The Shifting Landscape of California’s Workers’ Comp Marketplace

Despite California’s continued rising of workers’ compensation costs and some negative trends, its marketplace for workers’ comp. insurance renewals is highly competitive for many industry sectors as of the first quarter of 2015.

Data provided by the Workers’ Compensation Insurance Rating Bureau (WCIRB) in September 2014 and its January 2015 update identify several key factors driving workers’ compensation costs and shaping California’s current workers’ comp. marketplace.

They include:

  • Indemnity claim frequency and cumulative trauma injuries
  • Legislative structural changes

Indemnity Claim Frequency and Cumulative Trauma Injuries

The industries cited for negative trends in indemnity (lost time) claim frequency in WCIRB’s January 2015 update are construction, agriculture and entertainment.

The report further shows that from 2010 to 2013, increases in claim frequency have been concentrated in the Los Angeles/L.A. Basin region, which experienced an estimated 9 percent increase.

A graph showing the frequency of indemnity claims for the Bay Area, Los Angeles, and other regions in California.

This is in contrast to the pattern of other California regions that have either held steady, or as in the case of many other states, demonstrated modest declines in indemnity claim frequency over the same time period. (Notably, the Bay Area’s claim frequency declined by 7 percent).

The report further specifies that claim frequency declined from 2010 to 2013 in the real estate, finance and professional services work sectors.

Citing May 2014 data from the National Council on Compensation Insurance (NCCI), the WCIRB report shows California’s indemnity claim frequency (relative to NCCI states) continued to increase in 2012 and 2013, from 3.2 percent to 3.9 percent, before declining to 0.9 percent in 2014.

A chart showing the change in estimated indemnity claim frequency for California and NCCI states 2002 through 2014.

Countering the claim frequency decline is the trending increase in California’s cumulative injury workers’ comp. claims.
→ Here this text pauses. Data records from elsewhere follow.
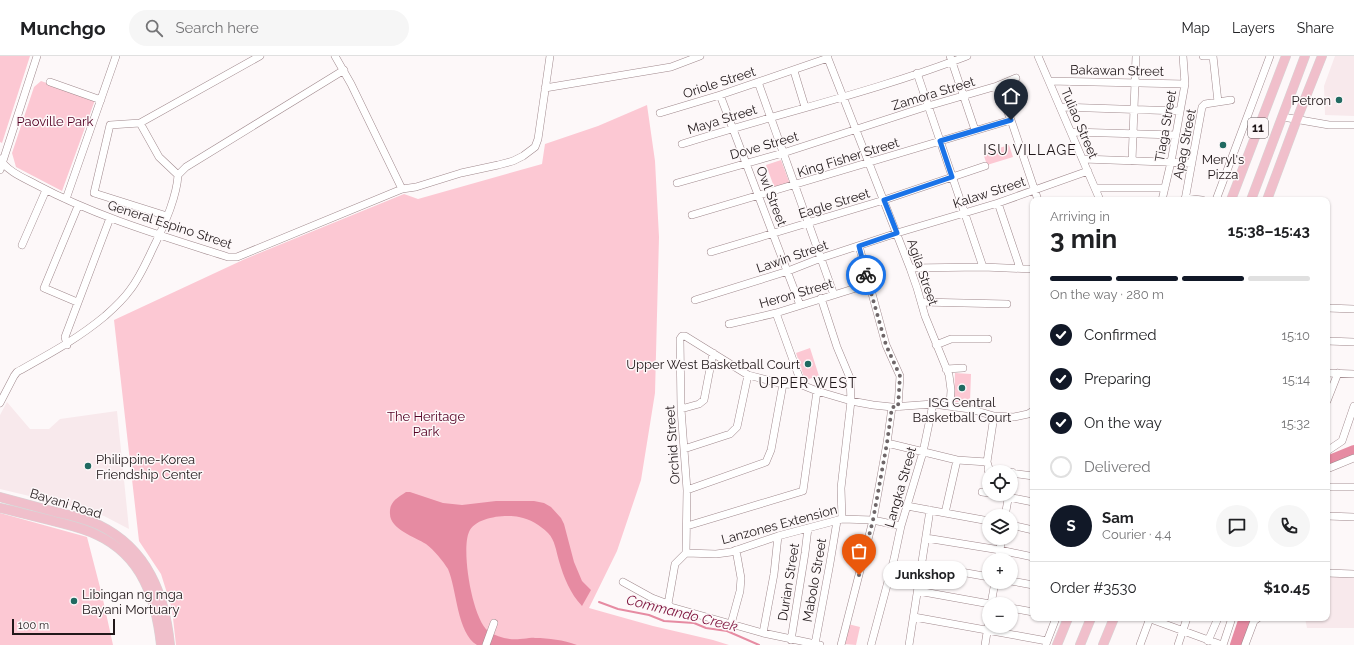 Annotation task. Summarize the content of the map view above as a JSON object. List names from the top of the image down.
{
  "streets": {
    "main road": ["11", "Bayani Road"],
    "street": [
      "Bakawan Street",
      "Oriole Street",
      "Zamora Street",
      "Maya Street",
      "Tuliao Street",
      "Tiaga Street",
      "Apag Street",
      "Dove Street",
      "King Fisher Street",
      "Kalaw Street",
      "Owl Street",
      "Eagle Street",
      "General Espino Street",
      "Lawin Street",
      "Agila Street",
      "Heron Street",
      "Orchid Street",
      "Langka Street",
      "Lanzones Extension",
      "Mabolo Street",
      "Durian Street"
    ]
  },
  "crossings": [
    ["Bakawan Street", "Tuliao Street"],
    ["Bakawan Street", "Tiaga Street"],
    ["Oriole Street", "Maya Street"],
    ["Oriole Street", "Owl Street"],
    ["Oriole Street", "Agila Street"],
    ["Zamora Street", "Dove Street"],
    ["Zamora Street", "Agila Street"],
    ["Maya Street", "Dove Street"],
    ["Maya Street", "King Fisher Street"],
    ["Maya Street", "Owl Street"],
    ["Maya Street", "Eagle Street"],
    ["Maya Street", "Lawin Street"],
    ["Maya Street", "Agila Street"],
    ["Maya Street", "Heron Street"],
    ["Tuliao Street", "Kalaw Street"],
    ["Dove Street", "Owl Street"],
    ["Dove Street", "Agila Street"],
    ["King Fisher Street", "Owl Street"],
    ["King Fisher Street", "Agila Street"],
    ["Kalaw Street", "Lawin Street"],
    ["Kalaw Street", "Agila Street"],
    ["Owl Street", "Eagle Street"],
    ["Owl Street", "Lawin Street"],
    ["Owl Street", "Heron Street"],
    ["Eagle Street", "Agila Street"],
    ["Lawin Street", "Agila Street"],
    ["Heron Street", "Mabolo Street"],
    ["Orchid Street", "Lanzones Extension"],
    ["Langka Street", "Lanzones Extension"],
    ["Lanzones Extension", "Mabolo Street"],
    ["Lanzones Extension", "Durian Street"]
  ],
  "districts": ["ISU VILLAGE", "UPPER WEST"],
  "water": ["Commando Creek"],
  "parks": ["Paoville Park", "The Heritage Park"],
  "places": [
    "Petron",
    "Meryl's Pizza",
    "Upper West Basketball Court",
    "ISG Central Basketball Court",
    "Philippine-Korea Friendship Center",
    "Junkshop",
    "Libingan ng mga Bayani Mortuary"
  ],
  "scale_bar": "100 m",
  "page": {
    "header": "Munchgo",
    "search": "Search here",
    "nav": ["Map", "Layers", "Share"],
    "heading": ["3 min", "Arriving in", "15:38–15:43"],
    "panel": [
      "Sam",
      "Courier · 4.4",
      "Order #3530",
      "$10.45"
    ],
    "bar": "On the way · 280 m",
    "list": [
      ["Confirmed", "15:10"],
      ["Preparing", "15:14"],
      ["On the way", "15:32"],
      "Delivered"
    ],
    "map_buttons": ["+", "−"],
    "round": "S",
    "bubble": "Junkshop",
    "scale": "100 m"
  }
}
WCIRB reports that approximately 13.3 percent of the indemnity (lost time) claims filed in 2013 were estimated to involve cumulative injury, up from the 11.4 percent filed in 2012.

The WCIRB update also reveals that the Los Angeles/L.A. Basin region’s number of indemnity claims involving cumulative injury in 2013 was nearly twice that of the rest of the state.

Structural Changes in Legislation

Now that the Terrorism Risk Insurance Program Reauthorization Act of 2015 is law, losses resulting from an act of terrorism cannot be excluded from a workers’ compensation insurance policy.

In essence, this means that a future act of terrorism (certified by the U.S. government) affecting multiple insurance companies could negatively impact the availability and affordability of workers’ comp. insurance coverage in high-risk areas (meaning most large cities) and high-risk targets (such as airports).

Closer to home, California’s workers’ comp. reforms resulting from the 2012 California Senate Bill (SB) 863 also have translated into structural changes in the workers’ comp. system, specifically fee schedules.

Citing findings from a 2014 Workers’ Compensation Research Institute (WCRI) study, the Insurance Journal reported “large increases in office visit fee schedule rates under SB 863 will likely lead to substantial increases in prices paid in California, as the reforms intended.”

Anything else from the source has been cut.